Beberapa lama kemudian beberapa anak datang terlambat sambil berlarian ke arah pintu gerbang sambil memohon-mohon untuk di bukakan. Aku yang melihatnya dari sebelahnya hanya dapat berkata dalam hati ["Aku aja yang dari tadi terlambat bisa tunggu dengan santai kenapa ini anak-anak heboh banget sih! Apalagi mereka terlambat 5menit lebih parah dari pada aku lho! ckckckc!.]"

Tak lama kemudian seorang guru BK berjalan kearah gerbang bersama guru olahraga. Menghampiri petugas satpam yang berjaga di depan gerbang dan melihat catatan kertas yang di berikan oleh satpam tersebut. Entah apa isi catatan kertas tersebut, namun perasaanku tak begitu baik dengan tatapan kedua guru tersebut kepada kami yang terlambat. Tanpa babibu lagi, kedua guru itu meminta satpam untuk membuka pintu gerbang yang masih tertutup dan menyuruh kami yang terlambat memasuki halaman sekolah namun tak di perbolehkan kami langsung menuju ke kelas kami. Yaahhh.. aku tahu akhirnya bagaimana rasanya terkena hukuman karena terlambat ke sekolah. Aku mendapat hukuman untuk berlari keliling lapangan 5 kali karena jam terlambatku yang hanya 1 menit setelah pintu tertutup, sedangkan anak-anak yang lain mendapat hukuman lari lapangan 10 kali.
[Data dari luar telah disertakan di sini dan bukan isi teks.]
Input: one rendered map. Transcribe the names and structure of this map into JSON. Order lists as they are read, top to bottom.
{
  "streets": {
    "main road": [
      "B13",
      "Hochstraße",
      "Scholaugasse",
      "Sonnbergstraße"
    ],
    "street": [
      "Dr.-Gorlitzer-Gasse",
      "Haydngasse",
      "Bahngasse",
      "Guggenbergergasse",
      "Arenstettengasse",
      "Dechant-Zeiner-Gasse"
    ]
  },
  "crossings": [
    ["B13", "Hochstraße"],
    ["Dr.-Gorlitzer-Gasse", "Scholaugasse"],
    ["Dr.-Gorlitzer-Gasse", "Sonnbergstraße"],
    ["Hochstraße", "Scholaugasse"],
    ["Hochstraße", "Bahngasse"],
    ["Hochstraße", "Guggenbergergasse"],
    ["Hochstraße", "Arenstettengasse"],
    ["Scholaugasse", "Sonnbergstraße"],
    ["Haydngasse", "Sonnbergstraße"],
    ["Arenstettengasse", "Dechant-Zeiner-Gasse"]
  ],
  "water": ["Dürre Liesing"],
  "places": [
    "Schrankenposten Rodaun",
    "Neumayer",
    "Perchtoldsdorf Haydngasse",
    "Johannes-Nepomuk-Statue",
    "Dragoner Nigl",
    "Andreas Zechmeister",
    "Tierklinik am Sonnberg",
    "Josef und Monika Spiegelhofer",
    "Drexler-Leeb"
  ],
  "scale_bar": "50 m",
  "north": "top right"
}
Tak hanya sampai situ saja, setiap anak yang terlambat di suruh menulis surat pernyataan bahwa kami terlambat dan tak mengulanginya lagi. Aku kira surat ini hanya tulisanku saja lalu dikumpulkan ke guru Bk, namun sialnya surat ini harus di bubuhi tanda tangan orang tua. Seketika aku shock dan sedikit takut jika papa dan mama mengetahui hal ini.

"Pasti ceritanya jadi panjang dan lebar nih di rumah jika mama dan papa tahu surat ini." Gumamku dalam hati sambil tetap menulis surat pernyataan tersebut hingga selesai.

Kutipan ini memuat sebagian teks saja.